I needed to make a VGA plug-in board for the Propeller Backpack, so I could render some captured video. I used 510-ohm resistors, paralleling where needed to get 255 ohms (vs. Parallax's usual 470/240 combo). In order to test it, I used Kye's excellent 160 x 120 VGA driver from the OBEX to create a test pattern. (Unlike the Propeller library drivers, Kye's worked out-of-the-box with my display. Yay, Kye!) I discovered that I was only getting three easily-discernible intensity levels, rather than the four I expected: %10 and %11 looked almost the same.

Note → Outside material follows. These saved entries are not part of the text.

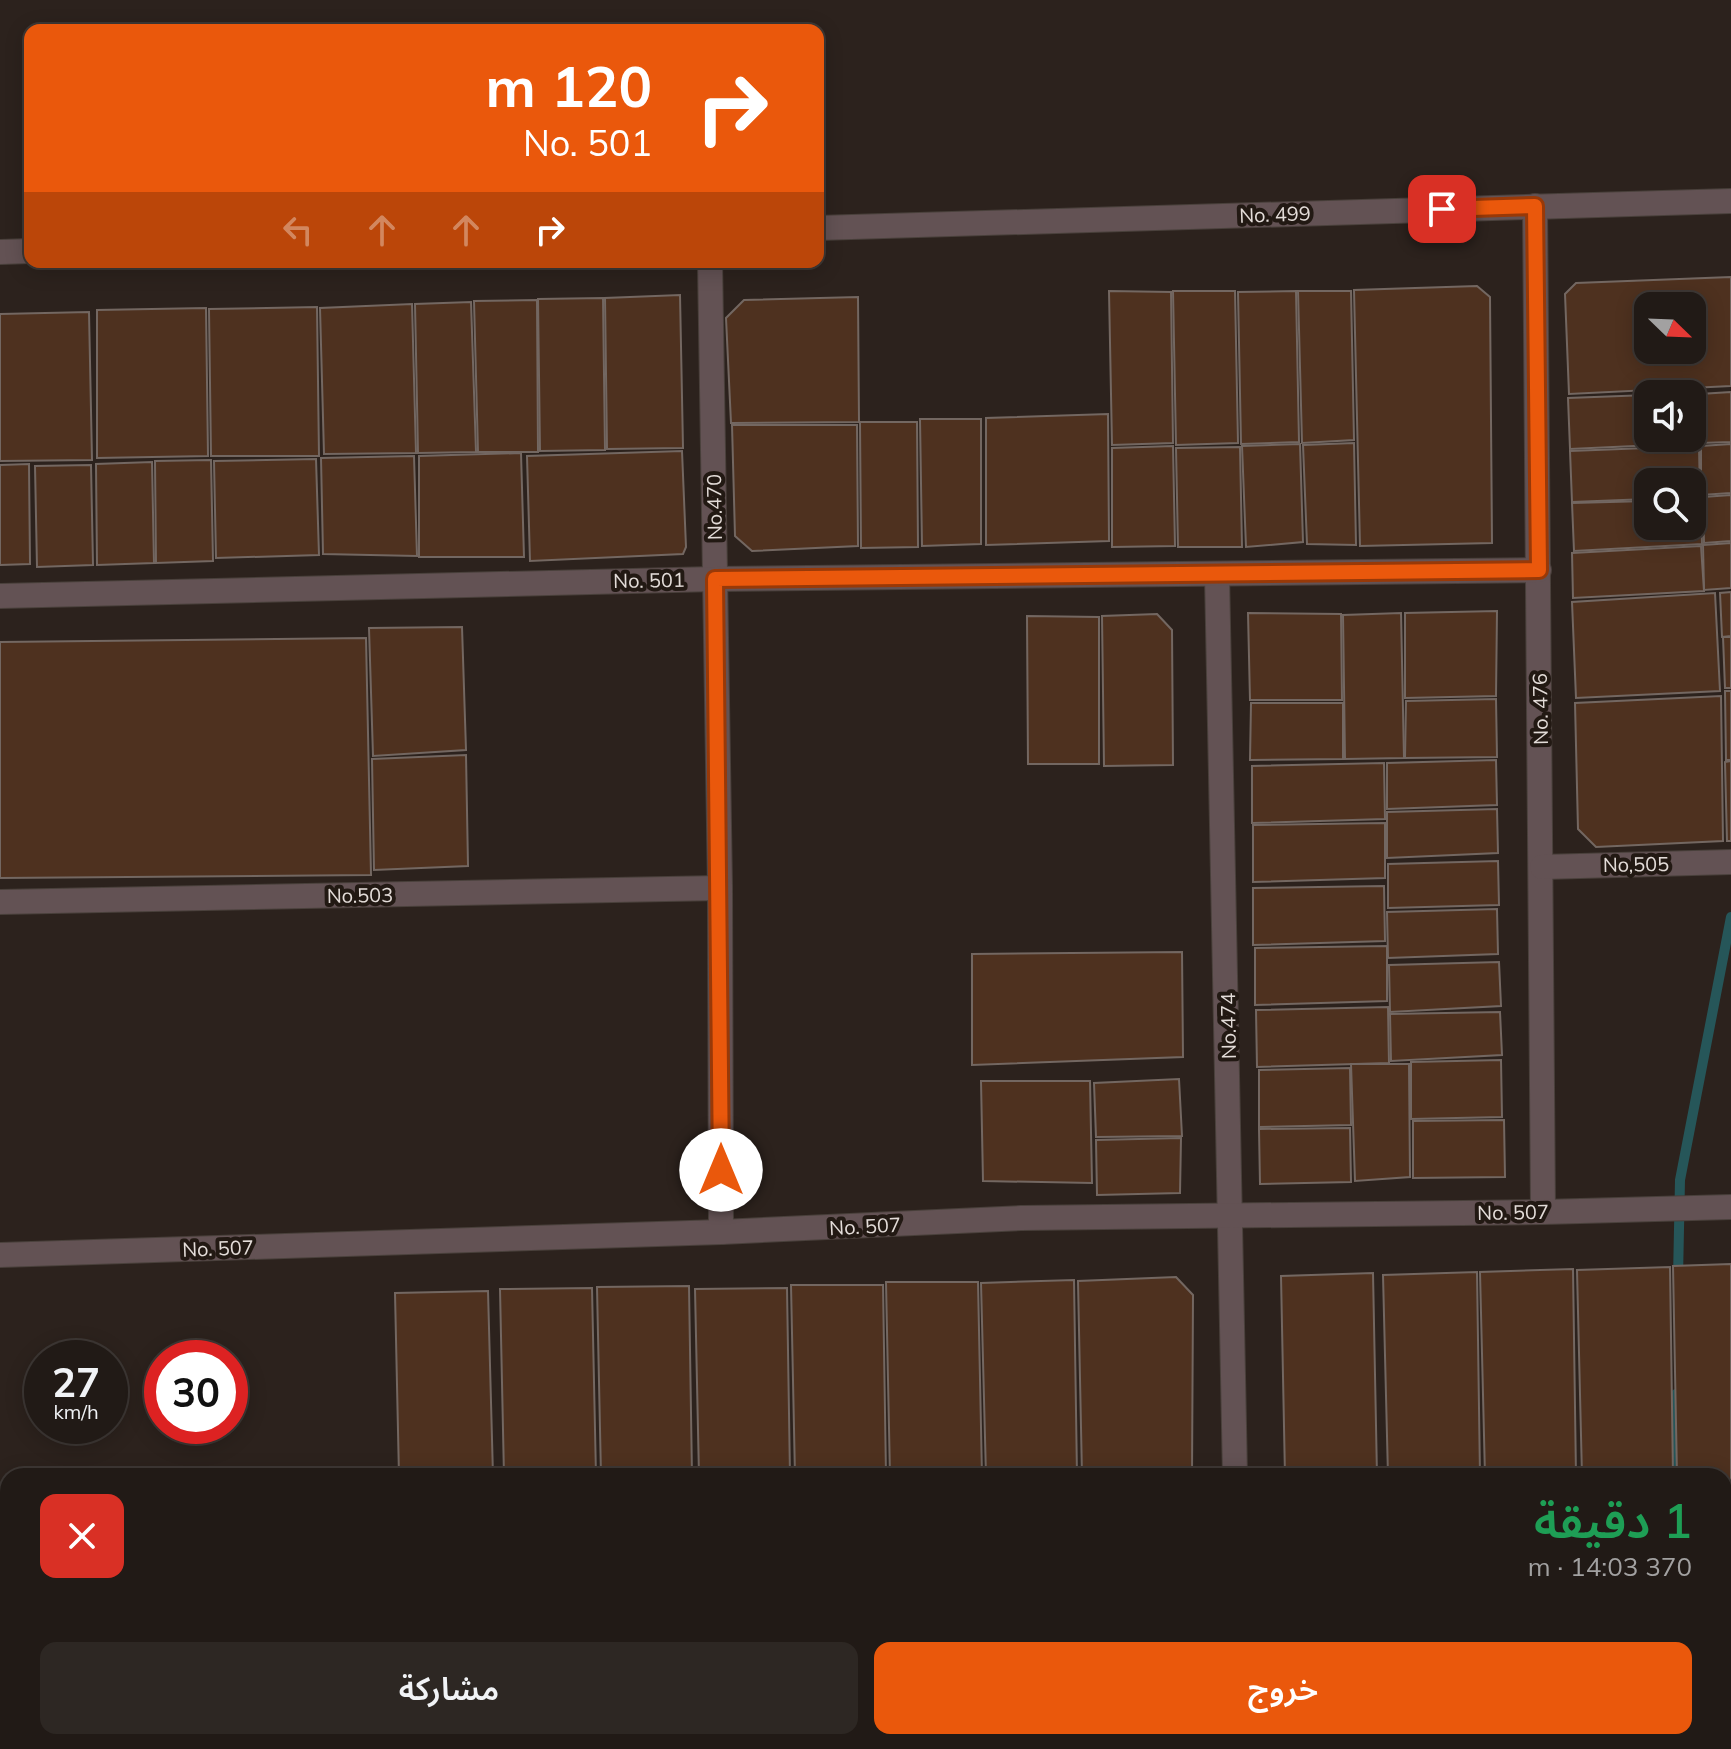 <!DOCTYPE html>
<html lang="ar">
<head>
<meta charset="utf-8">
<style>
	body { margin:0; font-family:Mulish,"Noto Sans Arabic",sans-serif; background:#2d2723; color:#f1f3f6; direction:rtl; height:100vh; display:flex; flex-direction:column; font-size:30px; white-space:nowrap }
	* { box-sizing:border-box; margin:0 }
	p { font-size:26px; color:#a2a1a1 }
	.icon { flex:none; width:44px; height:44px; fill:none; stroke:currentColor; stroke-width:2; stroke-linecap:round; stroke-linejoin:round }
	.map { position:relative; flex:1; overflow:hidden; direction:ltr }
	.drawer { position:absolute; left:0px; top:1468px; width:1732px; height:282px; display:flex; flex-direction:column; background:#211a16; border-radius:24px 24px 0 0; box-shadow:0 4px 20px #0003,0 0 0 2px #3e3835; direction:rtl }
	.drawer>* { flex:none }
	.banner { position:absolute; left:24px; top:24px; width:800px; height:244px; border-radius:16px; box-shadow:0 4px 20px #0003,0 0 0 2px #3e3835; direction:rtl; background:#ea580c; color:#fff; overflow:hidden }
	.needle { width:52px; rotate:113deg }
	.buttons { position:absolute; left:1634px; top:292px; display:grid; gap:16px }
	.buttons a { display:grid; place-items:center; width:72px; height:72px; border-radius:16px; background:#211a16; box-shadow:0 4px 20px #0003,0 0 0 2px #3e3835; font-size:40px }
	.speed { position:absolute; left:24px; top:1340px; display:flex; gap:16px; font-size:40px; font-weight:700; text-align:center }
	.speed>* { display:grid; place-content:center; width:104px; height:104px; border-radius:50%; background:#211a16; box-shadow:0 4px 20px #0003,0 0 0 2px #3e3835; line-height:1 }
	.speed small { font-size:20px; font-weight:400 }
	.speed .limit { border:12px solid #d22; background:#fff; color:#111 }
	.pin { position:absolute; display:grid; place-items:center; width:68px; height:68px; color:#fff; margin:-34px; border-radius:16px; box-shadow:0 4px 12px #0006 }
	.me { position:absolute; width:88px; margin:-44px; rotate:0deg; stroke-linejoin:round; filter:drop-shadow(0 0 6px #0008) }
	.turn { display:flex; align-items:center; gap:28px; height:168px; padding:0 40px; font-size:36px }
	.turn .icon { width:104px; height:104px; stroke-width:2.5 }
	.turn b { display:block; font-size:56px; line-height:68px }
	.lanes { display:flex; align-items:center; height:76px; padding:0 40px; background:#0003; justify-content:center; gap:40px; direction:ltr }
	.lanes .off { opacity:.35 }
	.round { display:grid; place-items:center; flex:none; width:84px; height:84px; border-radius:16px; background:#2d2723 }
	.headline { display:flex; align-items:center; justify-content:space-between; height:136px; padding:0 40px }
	h1 { font-size:48px; font-weight:600; line-height:60px; color:#1e9e55 }
	.cta { display:flex; gap:16px; margin-top:auto; padding:16px 40px }
	.cta a { flex:1; height:92px; border-radius:16px; background:#ea580c; color:#fff; font-size:32px; font-weight:600; line-height:92px; text-align:center }
	.cta a+a { background:#2d2723; color:#f1f3f6 }
	.map>svg:first-child { display:block }
</style>
</head>
<body>
<div class="map">
<svg width="1731" height="1749" viewBox="0 0 1731 1749">
	<rect width="100%" height="100%" fill="#2c221d"/>
	<g fill="none" stroke-linecap="round" stroke-linejoin="round">
		<g stroke="#265659" stroke-width="10">
			<path d="M 1678,1278 L 1680,1180 L 1731,917"/>
			<path d="M 1674,1476 L 1676,1394"/>
			<path d="M 1668,1749 L 1668,1742"/>
		</g>
	</g>
	<g fill="#4e311f" stroke="#736761" stroke-width="2" fill-rule="evenodd">
		<path d="M 1731,277 L 1731,386 L 1569,394 L 1565,294 L 1576,283 ZM 1648,306 L 1692,306 L 1692,350 L 1648,350 Z"/>
		<path d="M 1477,286 L 1490,297 L 1492,543 L 1360,546 L 1354,290 Z"/>
		<path d="M 1109,291 L 1171,292 L 1173,443 L 1112,445 Z"/>
		<path d="M 1173,291 L 1235,291 L 1238,443 L 1176,445 Z"/>
		<path d="M 1296,291 L 1299,442 L 1241,444 L 1238,292 Z"/>
		<path d="M 1298,291 L 1351,291 L 1354,440 L 1302,443 Z"/>
		<path d="M 680,295 L 683,448 L 607,449 L 605,298 Z"/>
		<path d="M 858,297 L 859,422 L 731,423 L 726,318 L 744,300 Z"/>
		<path d="M 603,298 L 605,450 L 540,451 L 538,299 Z"/>
		<path d="M 537,300 L 538,452 L 478,452 L 474,301 Z"/>
		<path d="M 471,302 L 476,452 L 418,453 L 415,304 Z"/>
		<path d="M 412,304 L 416,453 L 324,454 L 320,308 Z"/>
		<path d="M 317,307 L 319,456 L 211,456 L 209,309 Z"/>
		<path d="M 206,308 L 208,456 L 97,458 L 97,310 Z"/>
		<path d="M 89,312 L 92,460 L 0,461 L 0,314 Z"/>
		<path d="M 1731,392 L 1731,442 L 1700,443 L 1700,394 Z"/>
		<path d="M 1698,393 L 1699,443 L 1570,449 L 1568,398 L 1648,395 L 1648,438 L 1692,438 L 1692,394 L 1672,394 Z"/>
		<path d="M 1108,414 L 1109,541 L 986,545 L 986,418 Z"/>
		<path d="M 920,419 L 981,419 L 981,544 L 922,546 Z"/>
		<path d="M 860,422 L 917,422 L 918,547 L 861,548 Z"/>
		<path d="M 732,425 L 857,425 L 858,546 L 752,551 L 735,536 Z"/>
		<path d="M 1354,443 L 1356,545 L 1307,544 L 1303,445 Z"/>
		<path d="M 1300,444 L 1303,542 L 1246,547 L 1242,446 Z"/>
		<path d="M 1731,444 L 1731,493 L 1701,495 L 1701,446 Z"/>
		<path d="M 1173,446 L 1175,546 L 1112,547 L 1112,448 Z"/>
		<path d="M 1699,446 L 1700,497 L 1692,497 L 1692,482 L 1648,482 L 1648,499 L 1572,502 L 1570,451 Z"/>
		<path d="M 1240,447 L 1242,547 L 1178,547 L 1176,448 Z"/>
		<path d="M 682,451 L 686,547 L 683,554 L 530,561 L 527,456 Z"/>
		<path d="M 521,453 L 524,557 L 419,557 L 419,456 Z"/>
		<path d="M 414,456 L 417,556 L 323,554 L 321,458 Z"/>
		<path d="M 316,459 L 319,555 L 216,558 L 214,461 Z"/>
		<path d="M 211,460 L 213,561 L 156,563 L 155,461 Z"/>
		<path d="M 152,462 L 154,563 L 97,565 L 96,464 Z"/>
		<path d="M 29,464 L 30,564 L 0,565 L 0,465 Z"/>
		<path d="M 91,465 L 93,565 L 37,567 L 35,466 Z"/>
		<path d="M 1731,495 L 1731,541 L 1704,543 L 1703,497 Z"/>
		<path d="M 1692,499 L 1701,499 L 1702,544 L 1574,551 L 1572,503 L 1648,501 L 1648,526 L 1692,526 Z"/>
		<path d="M 1731,543 L 1731,588 L 1704,590 L 1703,545 Z"/>
		<path d="M 1701,546 L 1704,591 L 1573,598 L 1572,553 Z"/>
		<path d="M 1731,592 L 1731,636 L 1722,637 L 1720,593 Z"/>
		<path d="M 1715,593 L 1720,691 L 1576,698 L 1572,602 Z"/>
		<path d="M 1497,611 L 1496,696 L 1405,698 L 1405,613 Z"/>
		<path d="M 1248,613 L 1341,614 L 1342,700 L 1250,700 Z"/>
		<path d="M 1401,613 L 1404,758 L 1345,759 L 1343,615 Z"/>
		<path d="M 1157,614 L 1172,630 L 1173,765 L 1104,766 L 1102,616 Z"/>
		<path d="M 1027,616 L 1099,617 L 1099,764 L 1028,764 Z"/>
		<path d="M 462,627 L 466,750 L 373,756 L 369,628 Z"/>
		<path d="M 1723,637 L 1731,637 L 1731,688 L 1725,688 Z"/>
		<path d="M 366,638 L 371,875 L 0,878 L 0,642 Z"/>
		<path d="M 1725,691 L 1731,691 L 1731,760 L 1726,760 Z"/>
		<path d="M 1721,696 L 1723,841 L 1596,847 L 1578,829 L 1575,703 Z"/>
		<path d="M 1496,699 L 1497,757 L 1405,758 L 1406,701 Z"/>
		<path d="M 1251,703 L 1343,703 L 1343,759 L 1250,760 Z"/>
		<path d="M 466,755 L 468,866 L 374,870 L 372,759 Z"/>
		<path d="M 1496,760 L 1497,805 L 1387,809 L 1387,763 Z"/>
		<path d="M 1731,761 L 1731,841 L 1727,841 L 1725,762 Z"/>
		<path d="M 1384,763 L 1385,819 L 1252,823 L 1252,766 Z"/>
		<path d="M 1497,809 L 1498,853 L 1387,858 L 1387,812 Z"/>
		<path d="M 1385,823 L 1385,878 L 1253,882 L 1253,825 Z"/>
		<path d="M 1498,861 L 1499,905 L 1388,908 L 1388,864 Z"/>
		<path d="M 1384,886 L 1385,941 L 1253,945 L 1253,888 Z"/>
		<path d="M 1497,909 L 1498,954 L 1388,958 L 1387,912 Z"/>
		<path d="M 1387,946 L 1387,1001 L 1255,1005 L 1255,948 Z"/>
		<path d="M 1182,952 L 1183,1057 L 972,1065 L 972,954 Z"/>
		<path d="M 1499,962 L 1501,1006 L 1390,1012 L 1389,965 Z"/>
		<path d="M 1388,1007 L 1389,1063 L 1257,1067 L 1256,1010 Z"/>
		<path d="M 1500,1012 L 1502,1055 L 1391,1061 L 1390,1014 Z"/>
		<path d="M 1501,1060 L 1502,1117 L 1411,1119 L 1411,1062 Z"/>
		<path d="M 1351,1064 L 1409,1064 L 1410,1177 L 1355,1181 Z"/>
		<path d="M 1350,1068 L 1351,1125 L 1259,1127 L 1259,1070 Z"/>
		<path d="M 1179,1079 L 1182,1136 L 1096,1137 L 1094,1083 Z"/>
		<path d="M 981,1081 L 1090,1081 L 1092,1183 L 983,1181 Z"/>
		<path d="M 1504,1120 L 1505,1177 L 1413,1178 L 1413,1121 Z"/>
		<path d="M 1350,1128 L 1351,1182 L 1260,1184 L 1259,1129 Z"/>
		<path d="M 1181,1138 L 1180,1193 L 1097,1195 L 1096,1140 Z"/>
		<path d="M 1731,1264 L 1731,1523 L 1724,1523 L 1724,1476 L 1677,1476 L 1673,1266 Z"/>
		<path d="M 1670,1267 L 1673,1476 L 1582,1476 L 1577,1270 Z"/>
		<path d="M 1573,1269 L 1576,1476 L 1485,1476 L 1480,1272 Z"/>
		<path d="M 1477,1272 L 1480,1476 L 1388,1476 L 1383,1275 Z"/>
		<path d="M 1373,1273 L 1377,1476 L 1285,1476 L 1281,1276 Z"/>
		<path d="M 1176,1277 L 1193,1295 L 1192,1476 L 1082,1476 L 1078,1281 Z"/>
		<path d="M 1074,1280 L 1077,1476 L 986,1476 L 981,1283 Z"/>
		<path d="M 886,1282 L 978,1282 L 982,1476 L 890,1476 Z"/>
		<path d="M 791,1285 L 883,1285 L 886,1476 L 795,1476 Z"/>
		<path d="M 689,1286 L 692,1476 L 601,1476 L 597,1287 Z"/>
		<path d="M 592,1288 L 596,1476 L 504,1476 L 500,1289 Z"/>
		<path d="M 787,1288 L 790,1476 L 699,1476 L 695,1289 Z"/>
		<path d="M 488,1291 L 493,1476 L 399,1476 L 395,1293 Z"/>
		<path d="M 1724,1693 L 1731,1693 L 1731,1749 L 1685,1749 L 1685,1742 L 1724,1742 Z"/>
		<path d="M 8,1696 L 8,1742 L 160,1742 L 160,1749 L 0,1749 L 0,1697 Z"/>
		<rect x="170" y="1742" width="171" height="7"/>
		<rect x="518" y="1742" width="121" height="7"/>
		<path d="M 910,1742 L 1063,1742 L 1063,1749 L 911,1749 Z"/>
		<rect x="1408" y="1742" width="81" height="7"/>
		<rect x="1491" y="1742" width="87" height="7"/>
	</g>
	<g fill="none" stroke-linecap="round" stroke-linejoin="round">
		<defs>
			<g id="minor">
				<path d="M 1535,206 L 1543,1212"/>
				<path d="M 818,228 L 1731,201"/>
				<path d="M 0,252 L 30,251"/>
				<path d="M 710,262 L 720,888 L 721,1232"/>
				<path d="M 1217,575 L 1235,1476"/>
				<path d="M 0,596 L 715,579 L 1539,570"/>
				<path d="M 1542,867 L 1731,862"/>
				<path d="M 0,902 L 720,888"/>
				<path d="M 0,1255 L 721,1232 L 1021,1218 L 1543,1212 L 1731,1207"/>
				<path d="M 1724,1535 L 1731,1535"/>
				<path d="M 0,1593 L 8,1593"/>
				<path d="M 1724,1617 L 1731,1616"/>
				<path d="M 0,1665 L 8,1665"/>
				<path d="M 438,1742 L 441,1749"/>
				<path d="M 859,1742 L 859,1749"/>
				<path d="M 1628,1742 L 1628,1749"/>
				<path d="M 390,1749 L 391,1742"/>
			</g>
		</defs>
		<use href="#minor" stroke="#49403b" stroke-width="26"/>
		<use href="#minor" stroke="#635254" stroke-width="24"/>
	</g>
	<g fill="none" stroke-linecap="round" stroke-linejoin="round">
		<defs>
			<path id="route" d="M 721,1170 L 715,579 L 1539,570 L 1535,206 L 1442,209"/>
		</defs>
		<use href="#route" stroke="#983908" stroke-width="20"/>
		<use href="#route" stroke="#ea580c" stroke-width="14"/>
	</g>
	<g text-anchor="middle" dominant-baseline="central" stroke-width="8" stroke-linejoin="round" paint-order="stroke">
		<g font-size="20" fill="#e3dcd8" stroke="#221913">
			<text transform="translate(1275 214) rotate(-2)">No. 499</text>
			<text transform="translate(714 507) rotate(-91)">No.470</text>
			<text transform="translate(649 580) rotate(-1)">No. 501</text>
			<text transform="translate(1540 709) rotate(-91)">No. 476</text>
			<text transform="translate(1636 864) rotate(-1)">No,505</text>
			<text transform="translate(360 895) rotate(-1)">No.503</text>
			<text transform="translate(1228 1026) rotate(-91)">No.474</text>
			<text transform="translate(1513 1212) rotate(-1)">No. 507</text>
			<text transform="translate(865 1226) rotate(-3)">No. 507</text>
			<text transform="translate(218 1248) rotate(-2)">No. 507</text>
		</g>
	</g>
</svg>
<div class="buttons">
<a><svg class="needle" viewBox="-14 -14 28 28"><path d="M0-13l5 13h-10z" fill="#e53935"/><path d="M0 13l5-13h-10z" fill="#a2a1a1"/></svg></a>
<a><svg class="icon" aria-label="sound" viewBox="0 0 24 24"><path d="M4 9h4l5-4v14l-5-4H4zM17 9q2 3 0 6"/></svg></a>
<a><svg class="icon" aria-label="search" viewBox="0 0 24 24"><circle cx="10" cy="10" r="6"/><path d="M15 15l6 6"/></svg></a>
</div>
<div class="speed"><div>27<small>km/h</small></div><div class="limit">30</div></div>
<div class="pin" style="left:1442px;top:209px;background:#d93025"><svg class="icon" aria-label="arrive" viewBox="0 0 24 24"><path d="M6 21V4h12l-3 4 3 4H6"/></svg></div>
<svg class="me" style="left:721px;top:1170px" viewBox="-20 -20 40 40"><circle r="19" fill="#fff"/><path d="M0-13L10 11 0 6-10 11z" fill="#ea580c"/></svg>
<div class="banner">
<div class="turn"><svg class="icon" aria-label="right" viewBox="0 0 24 24"><path d="M7 20v-9h11M14 6l5 5-5 5"/></svg><div><b>120 m</b>No. 501</div></div>
<div class="lanes"><svg class="icon off" aria-label="left" viewBox="0 0 24 24"><path d="M17 20v-9H6M10 6l-5 5 5 5"/></svg><svg class="icon off" aria-label="ahead" viewBox="0 0 24 24"><path d="M12 20V5M6 11l6-6 6 6"/></svg><svg class="icon off" aria-label="ahead" viewBox="0 0 24 24"><path d="M12 20V5M6 11l6-6 6 6"/></svg><svg class="icon" aria-label="right" viewBox="0 0 24 24"><path d="M7 20v-9h11M14 6l5 5-5 5"/></svg></div>
</div>
<section class="drawer">
<div class="headline"><div><h1>1 دقيقة</h1><p>370 m · 14:03</p></div><a class="round" style="background:#d93025;color:#fff"><svg class="icon" aria-label="close" viewBox="0 0 24 24"><path d="M6 6l12 12M18 6L6 18"/></svg></a></div>
<div class="cta"><a>خروج</a><a>مشاركة</a></div>
</section>
</div>
</body>
</html>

Checking the output with the scope showed a signal that's 1V P-P. But one volt is not right. The VGA spec requires 0V for black and 0.7V
for maximum intensity. That's why %10 (0.75V) and %11 (1.00V) looked almost the same: both were above the maximum level. So I checked my Propeller Demo board and saw the same problem.
In order to come up with a minimally-invasive fix, I computed that a 100-ohm resistor from each of the RGB pins to ground would reduce the maximum output to just below 0.7V. A convenient place to add these resistors is between each color input pin on the DB-15 footprint and its associated Vss return connection. 0603 SMD resistors fit perfectly:
Here are the before and after pictures taken directly from the VGA screen:
Before the fix.
After the fix.
Here's a scope trace of one RGB channel after the fix:
The fix, although simple, is not perfect. The problem is that the output impedance (about 43 ohms) is wrong. It should be 75 ohms. (But, hey, the unmodified output impedance is 159 ohms, which is even further from optimum.) The optimum VGA DAC circuit (using 5% resistors) for each RGB pin is this:
It outputs 0.7V when both DAC pins are high and has a 75-ohm output impedance. If Parallax wanted to correct the output voltage (but not the impedance) without changing the PCB layout to add the loading resistors, the best 5% DAC resistors would be 820R and 430R, instead of 470R and 240R.